* YOUR TASK
Search the entries for the word "above" and copy each line that has it.

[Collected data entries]
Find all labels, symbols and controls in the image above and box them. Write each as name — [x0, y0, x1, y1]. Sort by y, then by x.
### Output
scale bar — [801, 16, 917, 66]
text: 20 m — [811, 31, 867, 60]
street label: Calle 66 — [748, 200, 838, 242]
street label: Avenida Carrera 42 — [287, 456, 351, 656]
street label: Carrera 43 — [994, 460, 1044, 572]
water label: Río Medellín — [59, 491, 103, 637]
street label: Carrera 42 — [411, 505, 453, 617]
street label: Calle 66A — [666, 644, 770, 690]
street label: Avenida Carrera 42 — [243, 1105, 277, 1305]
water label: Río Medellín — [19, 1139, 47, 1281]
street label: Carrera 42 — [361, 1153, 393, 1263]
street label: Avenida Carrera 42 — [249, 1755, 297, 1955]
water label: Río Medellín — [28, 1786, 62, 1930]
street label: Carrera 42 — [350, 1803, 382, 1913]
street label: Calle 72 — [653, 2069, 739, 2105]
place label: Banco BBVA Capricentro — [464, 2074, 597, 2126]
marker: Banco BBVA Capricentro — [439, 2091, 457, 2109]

==

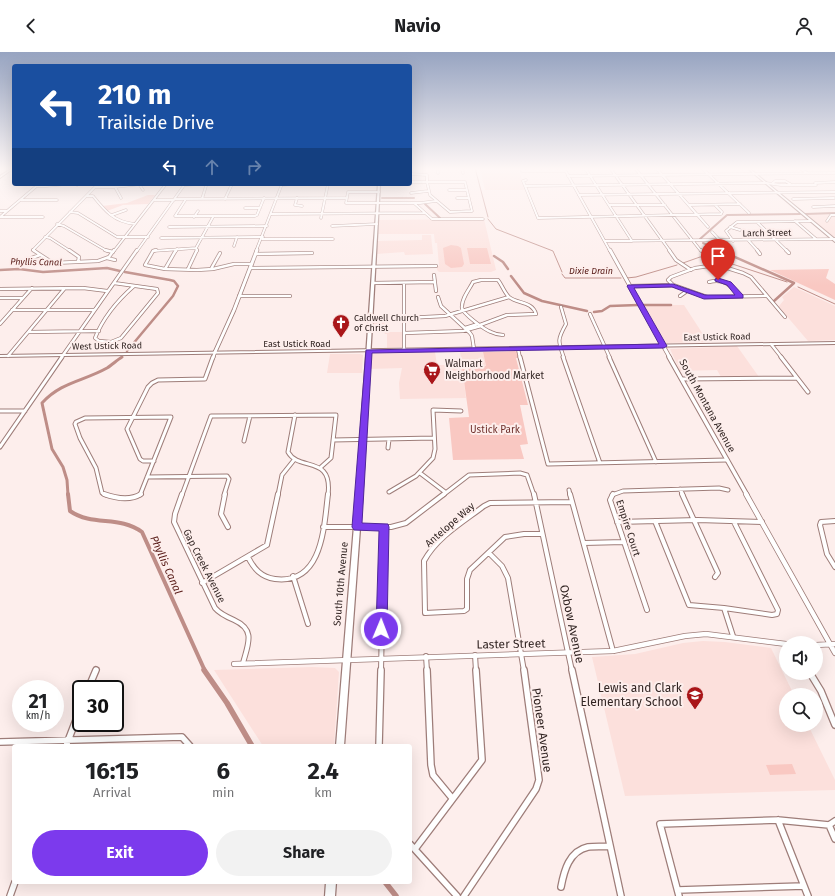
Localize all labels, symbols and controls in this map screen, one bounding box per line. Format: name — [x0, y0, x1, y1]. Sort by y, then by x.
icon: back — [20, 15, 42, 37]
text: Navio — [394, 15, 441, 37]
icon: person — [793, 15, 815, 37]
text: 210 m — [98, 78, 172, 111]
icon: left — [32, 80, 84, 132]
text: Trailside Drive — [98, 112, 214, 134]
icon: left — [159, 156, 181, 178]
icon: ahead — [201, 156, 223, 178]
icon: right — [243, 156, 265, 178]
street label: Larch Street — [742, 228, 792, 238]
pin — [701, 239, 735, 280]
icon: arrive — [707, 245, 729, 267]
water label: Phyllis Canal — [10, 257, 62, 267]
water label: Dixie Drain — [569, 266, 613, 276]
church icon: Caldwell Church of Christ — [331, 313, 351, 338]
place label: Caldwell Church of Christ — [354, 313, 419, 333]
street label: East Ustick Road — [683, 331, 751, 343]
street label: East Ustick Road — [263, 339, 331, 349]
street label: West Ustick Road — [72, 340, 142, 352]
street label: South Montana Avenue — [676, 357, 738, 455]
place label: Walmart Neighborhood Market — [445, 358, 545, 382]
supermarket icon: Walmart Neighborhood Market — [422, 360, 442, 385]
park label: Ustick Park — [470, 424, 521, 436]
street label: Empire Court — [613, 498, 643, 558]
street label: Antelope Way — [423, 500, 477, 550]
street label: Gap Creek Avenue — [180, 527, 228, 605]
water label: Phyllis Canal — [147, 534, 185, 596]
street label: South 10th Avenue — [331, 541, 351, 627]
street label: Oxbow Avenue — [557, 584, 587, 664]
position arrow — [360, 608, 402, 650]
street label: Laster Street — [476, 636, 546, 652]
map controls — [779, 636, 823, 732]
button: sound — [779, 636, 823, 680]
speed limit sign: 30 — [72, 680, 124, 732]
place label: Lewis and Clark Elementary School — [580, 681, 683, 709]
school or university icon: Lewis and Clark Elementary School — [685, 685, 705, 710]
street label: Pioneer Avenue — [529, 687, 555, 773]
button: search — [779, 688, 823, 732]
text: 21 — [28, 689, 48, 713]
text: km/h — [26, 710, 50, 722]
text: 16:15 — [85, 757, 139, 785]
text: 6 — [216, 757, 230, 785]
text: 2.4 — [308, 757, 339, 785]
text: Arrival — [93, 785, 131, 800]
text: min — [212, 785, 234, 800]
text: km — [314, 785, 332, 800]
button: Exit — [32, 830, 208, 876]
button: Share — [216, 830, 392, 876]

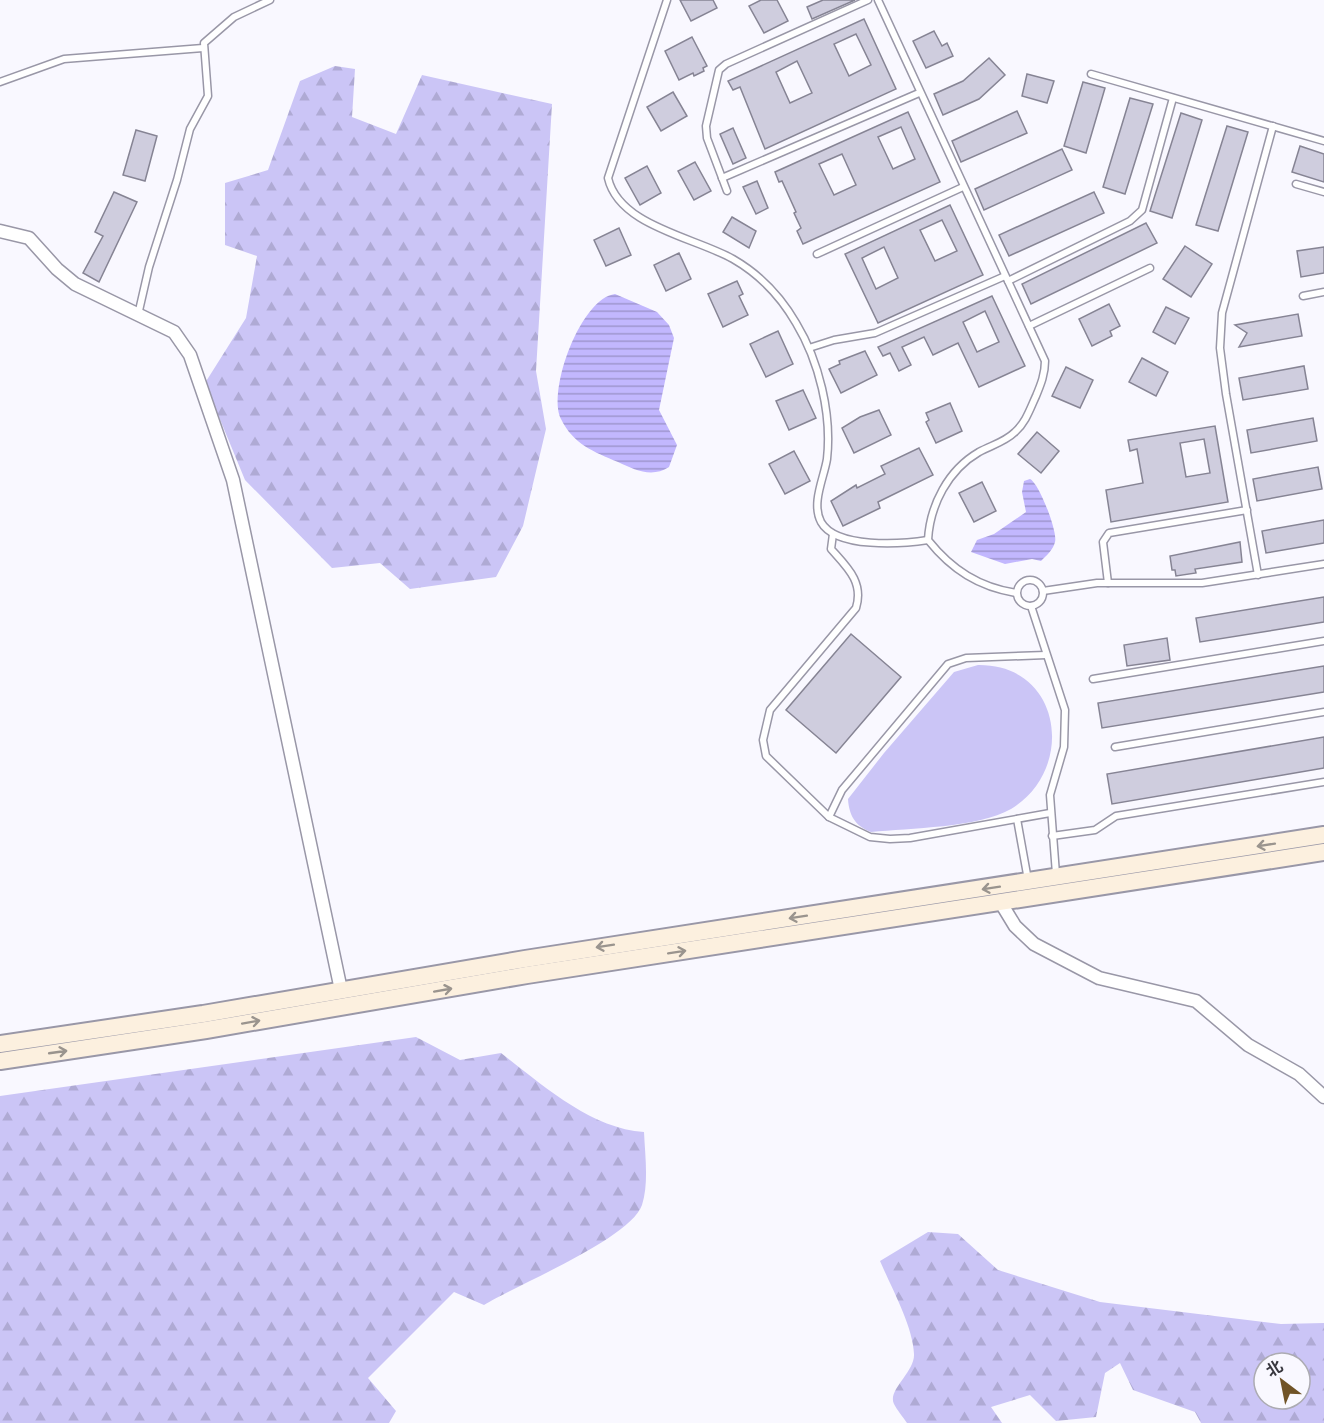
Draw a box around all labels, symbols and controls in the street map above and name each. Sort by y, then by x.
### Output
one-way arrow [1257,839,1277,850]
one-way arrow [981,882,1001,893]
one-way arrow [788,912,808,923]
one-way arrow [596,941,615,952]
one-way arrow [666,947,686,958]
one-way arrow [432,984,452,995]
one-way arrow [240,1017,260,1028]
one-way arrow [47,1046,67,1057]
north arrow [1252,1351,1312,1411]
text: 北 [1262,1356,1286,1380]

---

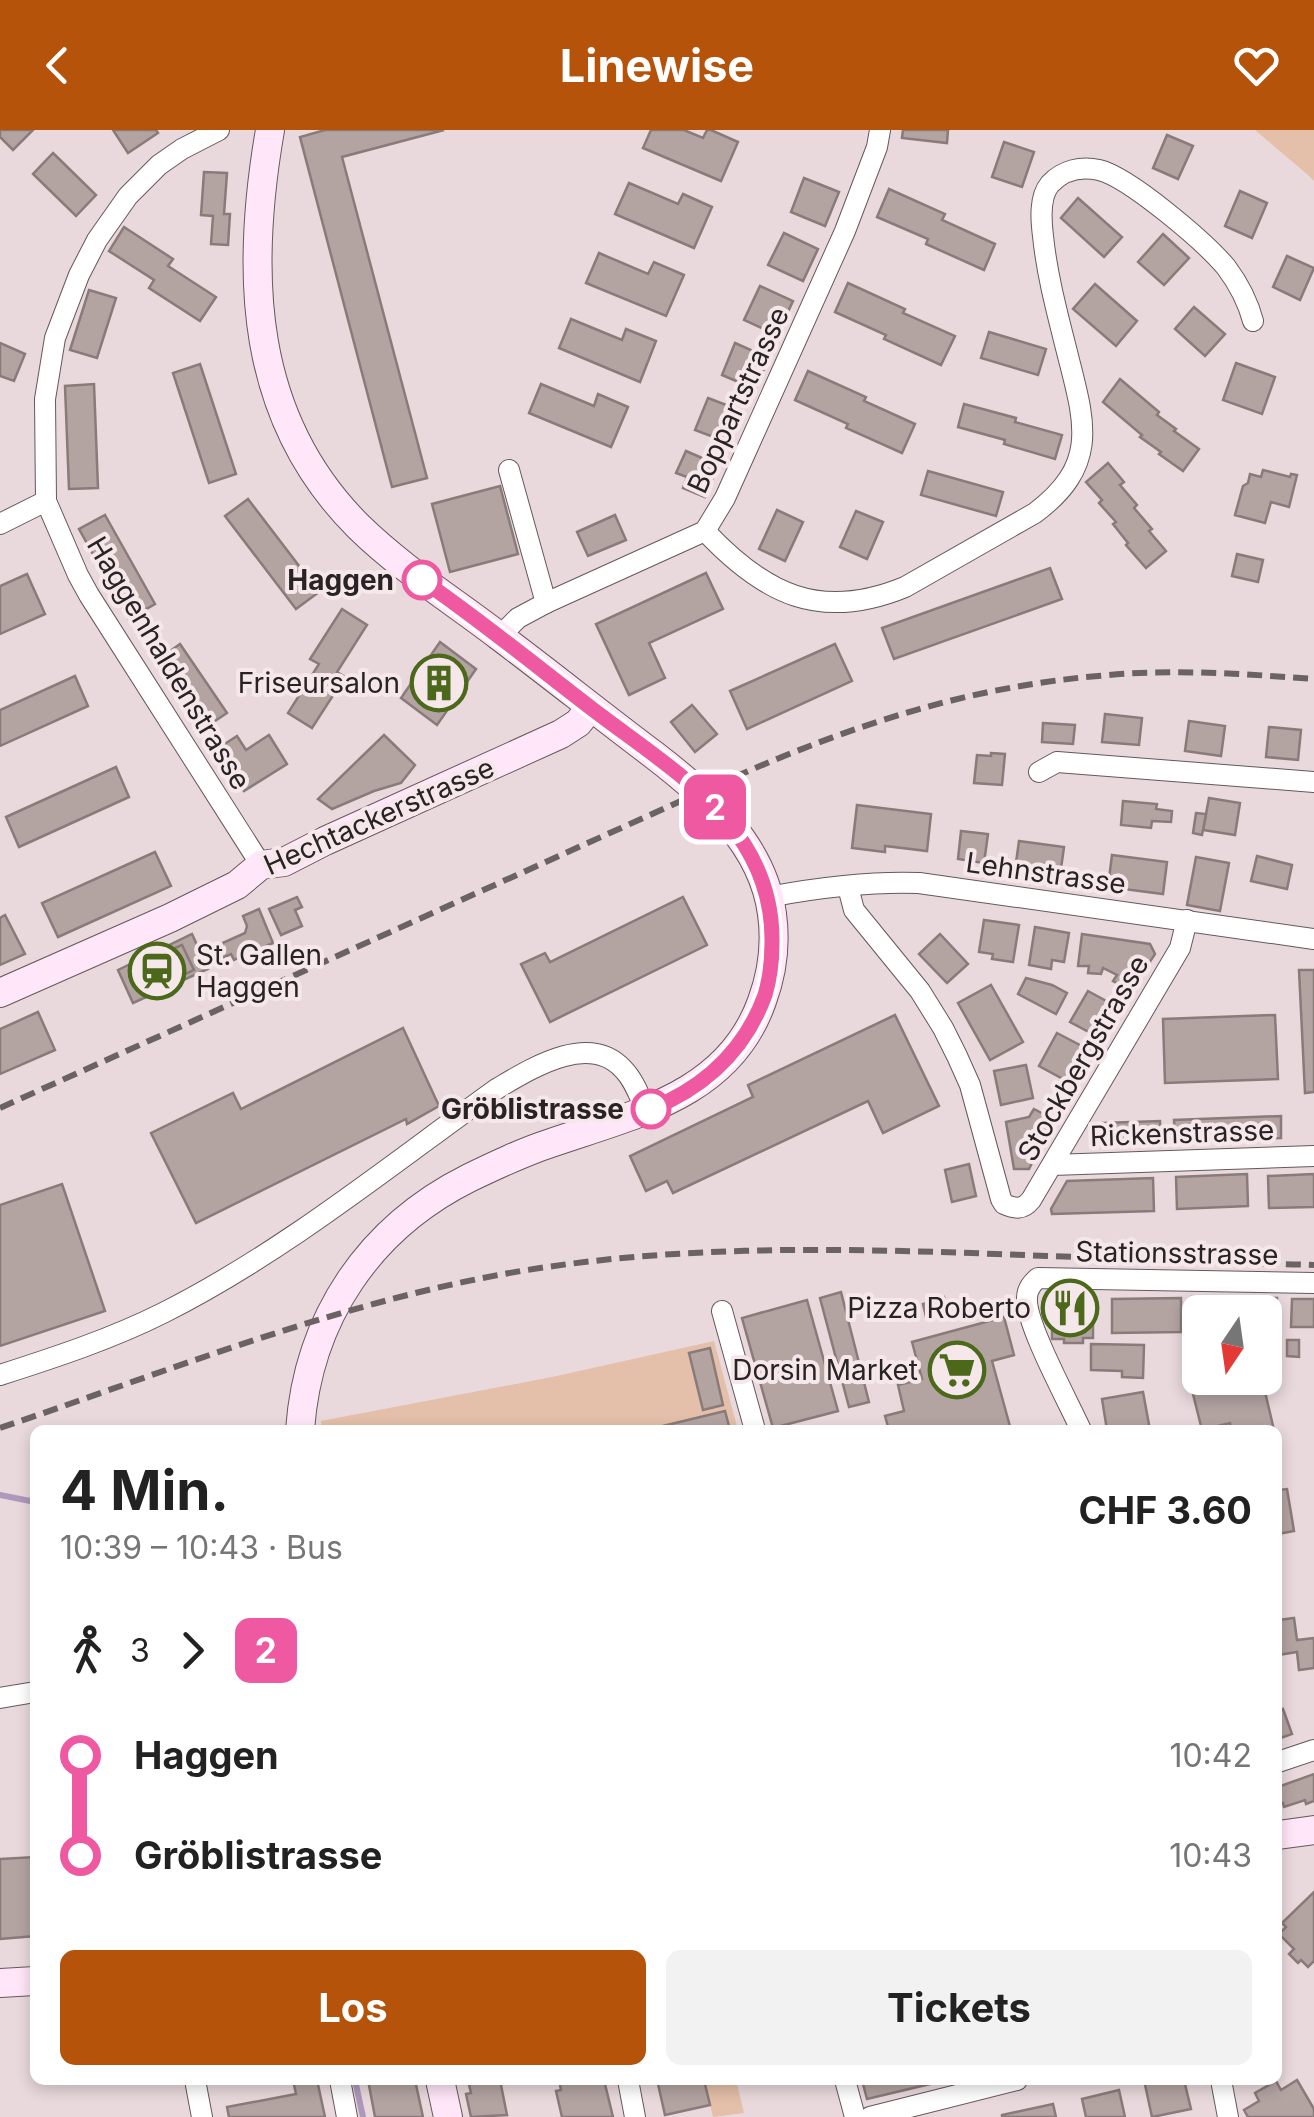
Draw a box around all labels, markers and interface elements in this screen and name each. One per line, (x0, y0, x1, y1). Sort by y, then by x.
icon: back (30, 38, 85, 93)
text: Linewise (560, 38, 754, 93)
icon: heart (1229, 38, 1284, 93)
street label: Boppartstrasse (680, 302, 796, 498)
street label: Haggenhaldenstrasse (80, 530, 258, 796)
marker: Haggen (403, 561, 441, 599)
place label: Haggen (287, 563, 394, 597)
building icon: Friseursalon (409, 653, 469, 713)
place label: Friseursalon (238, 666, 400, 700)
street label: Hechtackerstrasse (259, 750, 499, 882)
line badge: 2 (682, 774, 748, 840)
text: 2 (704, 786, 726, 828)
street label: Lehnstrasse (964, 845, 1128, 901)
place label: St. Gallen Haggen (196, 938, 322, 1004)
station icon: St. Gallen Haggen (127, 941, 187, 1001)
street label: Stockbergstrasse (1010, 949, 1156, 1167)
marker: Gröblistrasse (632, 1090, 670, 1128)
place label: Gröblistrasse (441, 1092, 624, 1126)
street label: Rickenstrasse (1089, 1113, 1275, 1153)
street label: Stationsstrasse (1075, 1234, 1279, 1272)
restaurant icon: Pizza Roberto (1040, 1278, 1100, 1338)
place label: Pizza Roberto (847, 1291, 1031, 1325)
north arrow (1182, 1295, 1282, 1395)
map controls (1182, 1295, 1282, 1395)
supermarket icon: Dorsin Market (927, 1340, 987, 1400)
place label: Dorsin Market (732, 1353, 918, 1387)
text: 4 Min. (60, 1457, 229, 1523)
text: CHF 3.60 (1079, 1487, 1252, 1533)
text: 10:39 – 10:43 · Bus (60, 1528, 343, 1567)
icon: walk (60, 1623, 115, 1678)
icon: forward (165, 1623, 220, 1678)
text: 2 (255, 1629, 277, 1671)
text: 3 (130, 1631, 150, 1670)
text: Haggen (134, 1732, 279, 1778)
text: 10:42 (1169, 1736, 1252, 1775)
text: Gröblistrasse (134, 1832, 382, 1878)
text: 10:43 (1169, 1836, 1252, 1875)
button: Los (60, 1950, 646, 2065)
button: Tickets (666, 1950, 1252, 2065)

* COMPLETED EXERCISE
Find all labels, symbols and controls in the image above and box them. Write each as name — [x0, y0, x1, y1]. Sort by y, then by x.
Draw a box around all labels, symbols and controls in the street map above and name each. Sort by y, then by x.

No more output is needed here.